Friday, June 21, 2013

Voxel Systems on a Distributed Architecture

One of our current projects is a continuous miner -- a mining machine designed to cut coal and soft minerals. The operator will have be, to some extent, free to dig / cut where he pleases, which introduced the need for the development of new technology to meet this requirement. At a tech meeting a few months back we came to the conclusion that voxels would be a suitable fit for these requirements, and so for the past few months I have been working on developing a voxel framework and integrating it into our engine. For this particular project there will be three separate systems in the world, each representing a 'diggable' / destroyable part of the world.

We were a bit wary starting off, knowing that developing voxel technology isn't an undertaking to be taken lightly, especially given time constraints and some relatively unique aspects of our architecture.

One of the challenges I've faced is ensuring that the voxel systems work with our recording / playback system. A feature of our sims is the ability to store and play back exercises, which works by storing the state of the system at short intervals into a database. Voxels require a massive amount of data to store, and saving it all to disk many times a second simply wasn't feasible.

In addition to this, we have a distributed architecture, whereby the core sim logic is performed on a dynamics node, which then pumps out network packets to multiple graphics nodes. To clarify: we have one PC acting as a server, receiving the input from the driver and handling the main logic and physics. The state of the sim is handled on this main server and is propogated to various client PCs via network packets. Each of these client PCs is a graphics node, each rendering to its own screen (the operator will typically be surrounded by several screens showing the 3D world).

Again, the massive amount of data required for a voxel representation of part of the world is much larger than what most people realize. This data set needs to exist on each node. As the vehicle digs into the rock (i.e. as voxels are destroyed), the data set changes and these changes need to be propogated to the client machines so that the visual representation is updated as well.

My initial implementation was to go the typical sparse voxel octree route.
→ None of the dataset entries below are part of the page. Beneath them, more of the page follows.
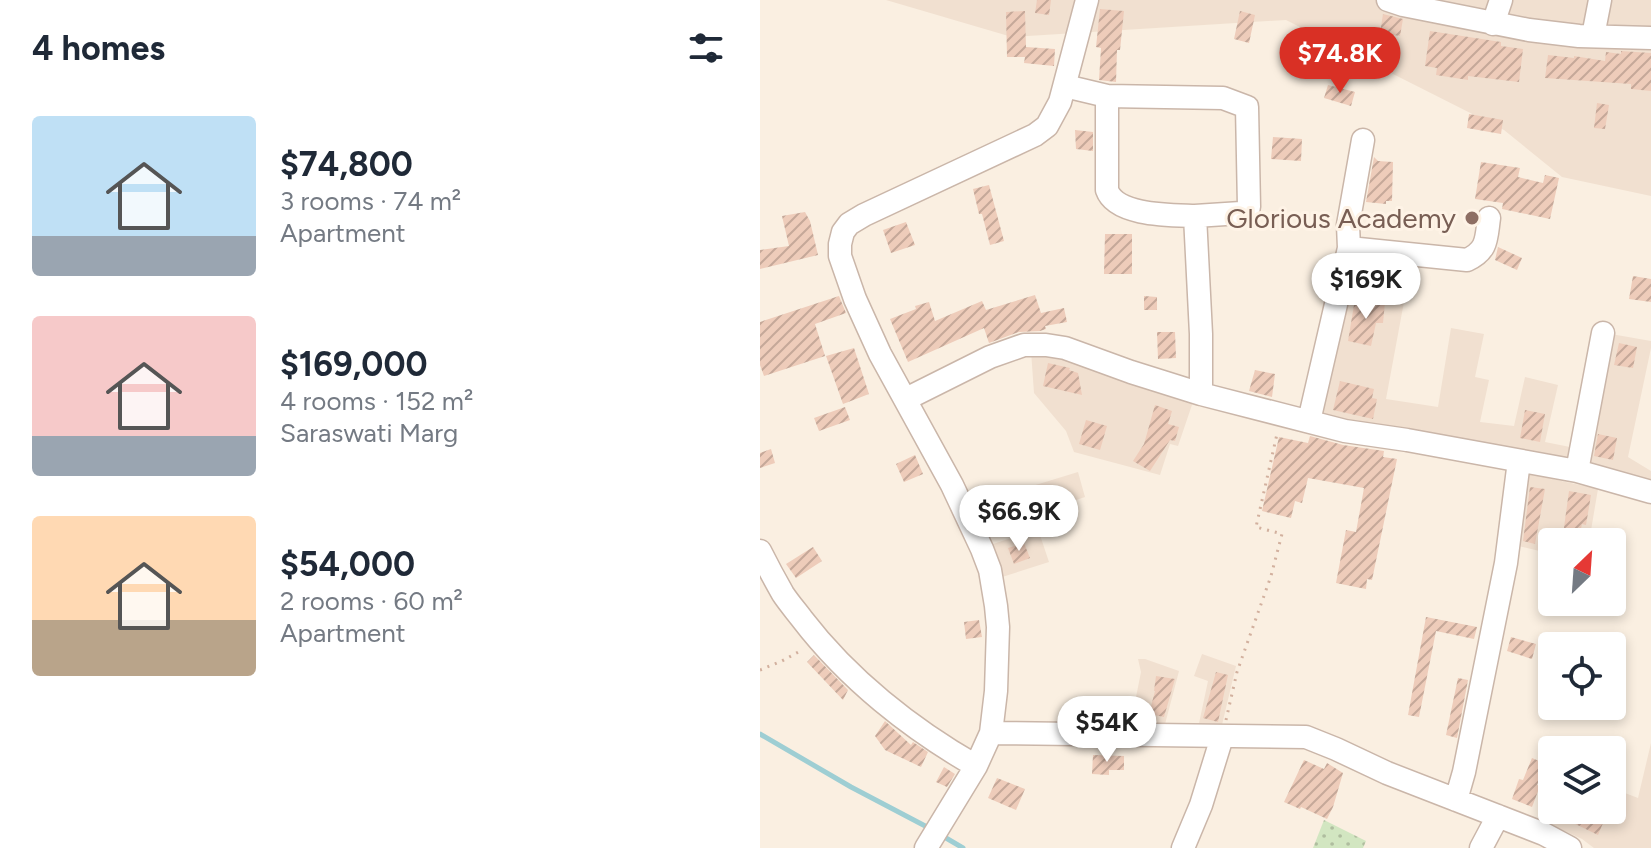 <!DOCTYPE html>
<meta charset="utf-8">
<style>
:root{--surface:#fff;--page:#f6f6f7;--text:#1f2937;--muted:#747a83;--accent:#d93025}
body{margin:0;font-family:Figtree,sans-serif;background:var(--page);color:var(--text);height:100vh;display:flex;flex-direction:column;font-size:30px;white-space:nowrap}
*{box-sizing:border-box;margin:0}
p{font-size:26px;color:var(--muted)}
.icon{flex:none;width:44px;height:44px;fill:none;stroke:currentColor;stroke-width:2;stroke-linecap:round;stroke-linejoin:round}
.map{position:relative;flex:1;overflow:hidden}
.sheet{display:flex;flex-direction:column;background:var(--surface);width:760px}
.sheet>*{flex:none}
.needle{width:52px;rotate:25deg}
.tools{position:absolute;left:778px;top:528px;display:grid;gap:16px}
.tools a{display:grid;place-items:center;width:88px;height:88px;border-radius:8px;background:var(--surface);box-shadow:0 4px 12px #0003;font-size:40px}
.price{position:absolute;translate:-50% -68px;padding:0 18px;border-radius:28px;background:#fff;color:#222;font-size:26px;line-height:52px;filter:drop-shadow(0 2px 4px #0008)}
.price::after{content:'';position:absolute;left:50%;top:48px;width:24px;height:18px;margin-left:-12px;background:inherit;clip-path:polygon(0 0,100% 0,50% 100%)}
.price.selected{background:var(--accent);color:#fff}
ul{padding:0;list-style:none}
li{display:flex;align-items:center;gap:24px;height:200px;padding:0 32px}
li span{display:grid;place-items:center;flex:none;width:224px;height:160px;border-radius:8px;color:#555}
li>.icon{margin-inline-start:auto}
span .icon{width:96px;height:96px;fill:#fffc;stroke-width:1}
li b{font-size:34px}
h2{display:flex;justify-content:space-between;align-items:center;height:96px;padding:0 32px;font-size:34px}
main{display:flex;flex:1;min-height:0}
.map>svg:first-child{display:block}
.residential{fill:#f1e0d0}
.grass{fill:url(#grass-dots)}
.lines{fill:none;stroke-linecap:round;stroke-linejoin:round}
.stream{stroke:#9eced3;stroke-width:5}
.building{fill:url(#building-hatch)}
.minor-casing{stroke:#cab6a9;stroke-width:25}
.path{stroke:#d2b09e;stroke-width:3;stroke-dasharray:2 6;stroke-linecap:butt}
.minor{stroke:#fff;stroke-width:22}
.education-dot{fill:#8d6e63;stroke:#fef3e6;stroke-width:3}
.labels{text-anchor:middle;stroke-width:6;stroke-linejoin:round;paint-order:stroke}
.education-label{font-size:28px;fill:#785e54;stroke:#fef3e6;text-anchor:end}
</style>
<main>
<section class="sheet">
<h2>4 homes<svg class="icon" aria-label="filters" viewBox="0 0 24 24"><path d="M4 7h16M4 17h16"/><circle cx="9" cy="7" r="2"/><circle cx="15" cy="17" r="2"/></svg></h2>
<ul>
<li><span style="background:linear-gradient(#bfe0f5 75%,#9aa5b1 0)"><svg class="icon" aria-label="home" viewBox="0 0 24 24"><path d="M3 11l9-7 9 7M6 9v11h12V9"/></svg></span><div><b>$74,800</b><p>3 rooms · 74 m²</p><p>Apartment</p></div></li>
<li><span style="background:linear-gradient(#f6c9c9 75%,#9aa5b1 0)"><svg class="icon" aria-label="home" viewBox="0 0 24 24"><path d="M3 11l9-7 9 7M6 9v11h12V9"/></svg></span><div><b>$169,000</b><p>4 rooms · 152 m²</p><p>Saraswati Marg</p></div></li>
<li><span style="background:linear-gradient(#ffd9b3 65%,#b9a48a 0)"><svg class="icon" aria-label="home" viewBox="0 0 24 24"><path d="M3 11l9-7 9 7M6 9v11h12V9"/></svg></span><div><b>$54,000</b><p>2 rooms · 60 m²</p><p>Apartment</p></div></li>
</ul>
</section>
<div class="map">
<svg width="891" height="848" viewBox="0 0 891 848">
<defs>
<pattern id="grass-dots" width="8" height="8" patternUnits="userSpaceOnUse" patternTransform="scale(2)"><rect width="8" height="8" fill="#d2e6c1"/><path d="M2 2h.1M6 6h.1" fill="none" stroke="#afbd9f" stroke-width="1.8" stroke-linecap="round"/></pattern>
<pattern id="building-hatch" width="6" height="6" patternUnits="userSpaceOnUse" patternTransform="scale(2)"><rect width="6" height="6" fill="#eeccba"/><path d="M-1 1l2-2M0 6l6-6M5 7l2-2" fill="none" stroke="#c5a899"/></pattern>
</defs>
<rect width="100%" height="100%" fill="#faefe1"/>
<path class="residential" d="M126,0H891V196L802,177L744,130L526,20L252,37Z
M597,254L651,264L626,399L678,407L691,328L724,334L715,377L729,380L720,422L754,426L765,377L798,385L785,442L825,450L851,334L891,341V348L868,457L891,471V485L566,417L561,410Z
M271,351L295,354L434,399L418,446L410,444L400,475L314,452L306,431L274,393Z
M318,472L325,497L221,532L213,504Z
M765,473L838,489L829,542H792V554L754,545Z
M278,529L289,562L239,578L227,546Z
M442,654L476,666L461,729L438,728L448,681L434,676Z
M378,659H385L419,671L404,728L370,727L381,672Z
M891,743V848H834L822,839L783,821L792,795V810H852V788L878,798Z"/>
<path class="grass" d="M564,820L606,841L603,848H553Z"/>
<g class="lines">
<path class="stream" d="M0,734L91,787L169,828
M186,838L203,848"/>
</g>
<path class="building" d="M277,0H291L289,15L275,13Z
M340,9L364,11L360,50H357L356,82L339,80L341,48L336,47Z
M265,11L266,47L295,49L294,66L264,63L265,57H247L246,12Z
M480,11L495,15L489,43L474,39Z
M623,14L643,19L640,36L620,33Z
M670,31L741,42V46L763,49L759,82L708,76V80L676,75L677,68L665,66Z
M861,51L891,53V91L871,89V84L785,78L788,55L814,58V56L845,61L846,52L861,54Z
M568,85L595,92L591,106L564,98Z
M837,103L849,105L845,129L834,128Z
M709,114L743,120L741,134L707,128Z
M315,130L333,132V151L316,149Z
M513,137L542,139L541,161L511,159Z
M614,157L618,161L633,162L632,201H626V204L606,202Z
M721,162L760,168L758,177L783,183L785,175L799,178L790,219L742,209L743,203L715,199Z
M229,185L244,241L230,245L222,214H219L213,189Z
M45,212L50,221L58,255L0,269V250L29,246L22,216Z
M146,222L155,245L131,253L123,230Z
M345,234H372V274H344Z
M738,247L762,258L757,270L735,260Z
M600,263L641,267L640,279L598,275Z
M873,276L891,279V302L869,299Z
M275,295L281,313L304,308L307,322L285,326L286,329L280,331L259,332L229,343L224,328L148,362L130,319L156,309L155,306L169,302L175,321L222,301L226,310Z
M79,296L86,313L55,324L65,356L4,376L0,365V322Z
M384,296L397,297V310H384Z
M595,299L625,302L623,323H616L611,346L588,341Z
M397,332H415L416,358L398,359Z
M859,343L877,347L873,368L854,365Z
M94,348L109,394L83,404L66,356Z
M288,363L310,368L309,370L318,373L322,395L283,386Z
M495,370L515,374L512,397L489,391Z
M580,381L614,389L612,398L617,399L613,419L573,410Z
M395,405L412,411L408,424L419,427L415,441L410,440L390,471L373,461L384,444Z
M85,407L90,420L59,431L54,418Z
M765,410L785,414L780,442L760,438Z
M326,420L347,426L340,450L319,444Z
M838,434L857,438L853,460L834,456Z
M550,436L583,445L624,451L623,457L637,459L612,580L607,579L606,589L576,583L586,530L596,532L604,488L548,478L542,503L535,501L531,518L502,511L519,437L548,443Z
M11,449L15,463L0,468V453Z
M155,455L163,474L144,482L136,464Z
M770,487L785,489L775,544L763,541Z
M809,491L831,495L826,525L822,524L818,542H802Z
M264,543L270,558L254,564L248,548Z
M53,547L62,561L36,578L26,564Z
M666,617L717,627L714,639L676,631L659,717L648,715Z
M219,620L222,637L206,639L204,622Z
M751,637L776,644L772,659L747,651Z
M54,655L88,690L83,700L47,662Z
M456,672L468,675L458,722L443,718Z
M396,676L415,679L404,717L389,714L395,691H394Z
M698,678L708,680L697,738L686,735Z
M125,721L151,745L153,742L168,752L161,767L125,750L115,736Z
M333,755L364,756V770H349V775L332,774Z
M772,758L786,764L777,785L780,786L772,807L752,799L759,779L763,780Z
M544,760L564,769L567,763L583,773L573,807L567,819L541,807L540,809L524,802Z
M184,767L195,774L187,787L176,782Z
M237,778L265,789L256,810L228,798Z
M806,810H810L843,823L838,835L803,818Z"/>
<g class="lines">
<g class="minor-casing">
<path id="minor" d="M628,0L643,5L769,30L819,36L891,38
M733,24L741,0
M833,36L840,0
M305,86L347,96V190C356,216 411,215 435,216L441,334V394
M347,96L463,98L487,107L489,207L485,212L481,213L435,216
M589,248L588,225L603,140
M146,399L230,357L264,345H286L305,348L371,372L441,394L585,431L647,440L817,471L891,492
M549,421L589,248L707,260C728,250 726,239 729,218
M817,471L843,333
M0,551C7,565 15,580 23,594C29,603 36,611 42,619C88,679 151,729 216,766
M231,733L546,737L576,749L627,773L784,834L810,848
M696,800L704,772L746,563L759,461
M166,848L216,766L231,733L236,691L238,627L236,606L230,570L222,549L192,485L120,354L95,299L80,256V244L83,232L89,224L104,215L275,135L287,126L300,102L327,0
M423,848L441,805L462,737
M721,848L738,816"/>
</g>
<path class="path" d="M0,670L22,661L42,650
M466,720L477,672L511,576L522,534L496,527L517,434"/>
<use href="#minor" class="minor"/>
</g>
<circle class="education-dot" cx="712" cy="218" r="8"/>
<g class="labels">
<g class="education-label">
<text x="696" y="228">Glorious Academy</text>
</g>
</g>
</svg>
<div class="tools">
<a><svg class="needle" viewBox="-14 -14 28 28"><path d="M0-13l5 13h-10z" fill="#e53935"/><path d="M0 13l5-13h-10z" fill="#747a83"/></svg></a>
<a><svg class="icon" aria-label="locate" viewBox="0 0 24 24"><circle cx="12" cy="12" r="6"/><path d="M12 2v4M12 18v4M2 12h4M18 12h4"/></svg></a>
<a><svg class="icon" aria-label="layers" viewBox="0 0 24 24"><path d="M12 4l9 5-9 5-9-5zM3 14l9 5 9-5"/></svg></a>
</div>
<b class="price selected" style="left:580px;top:95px">$74.8K</b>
<b class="price" style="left:606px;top:321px">$169K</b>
<b class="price" style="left:259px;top:553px">$66.9K</b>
<b class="price" style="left:347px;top:764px">$54K</b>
</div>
</main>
However, the fact that I needed to maintain the same data set over several nodes made this option less attractive than a slightly simpler, flat representation. I chose to rather partition the entire system into a fixed number of 'clumps'. So, for example, one might create a voxel system that is 10m x 10m x 10m, and specify that you want each clump to be 1m x 1m x 1m large, and that you want each voxel to be 10cm x 10cm x 10cm. In this instance, you would have 1000 voxel clumps, and each of those clumps would consist of 1000 voxels.

Rather than transmitting the entire data set per network packet update (and similarly, rather than save the entire dataset to the database each time), I transmit only a single voxel clump. Currently, each voxel is represented as a single byte. So for each network update I would be sending across (and storing), in the example described above, 1000 bytes, which is not too bad.

I was considering bit-packing them so that each voxel was one bit instead (which would mean 8 times less memory required). However, unfortunately voxels do require more than a binary state, and so this isn't feasible. One would think that a binary state is sufficient (after all, each voxel represents either solid space or empty space). But its a bit more complicated than that, since I need to keep track of other information that allows me to generate renderable geometry representing only the shell (that is, the outer layer of voxels). So a voxel's state can be one of the following:

- empty space
- solid space adjacent to empty space
- solid space surrounded by solid space
- solid space at one of the outer edges of the system

One of the issues I have faced so far is due to the fact that, as you dig into the rock, the data needs to be sent over a network and you're only sending information for a single clump at a time. If you destroy many voxels very quickly it takes a while for all of that information to be propogated, and so you see the visual representation kind-of fizzling and eating away at itself more slowly than it should. In the actual sim this shouldn't be a problem for two reasons -- firstly, you can only dig through rock at a fairly slow rate. Secondly, your vision will be obscured by the massive machinery, dust etc.

Another problem is the vehicle physics. One of the main ways our physics engine handles collision detection and response is using collision lines. We perform intersection tests on various programmer-defined lines against the world geometry and the dynamics team has the vehicle's behaviour based on reacttions to those. I had to implement line collisions tests for the voxel system. Although there are many, many optimizations that can be (and have been) made, in the end there is always going to be some unavoidable brute force 'is this line intersecting this box' logic going on. So far though, we seem to be ok. We won't really know if the current optimizations are enough to yield suitable performance until we're a bit further in.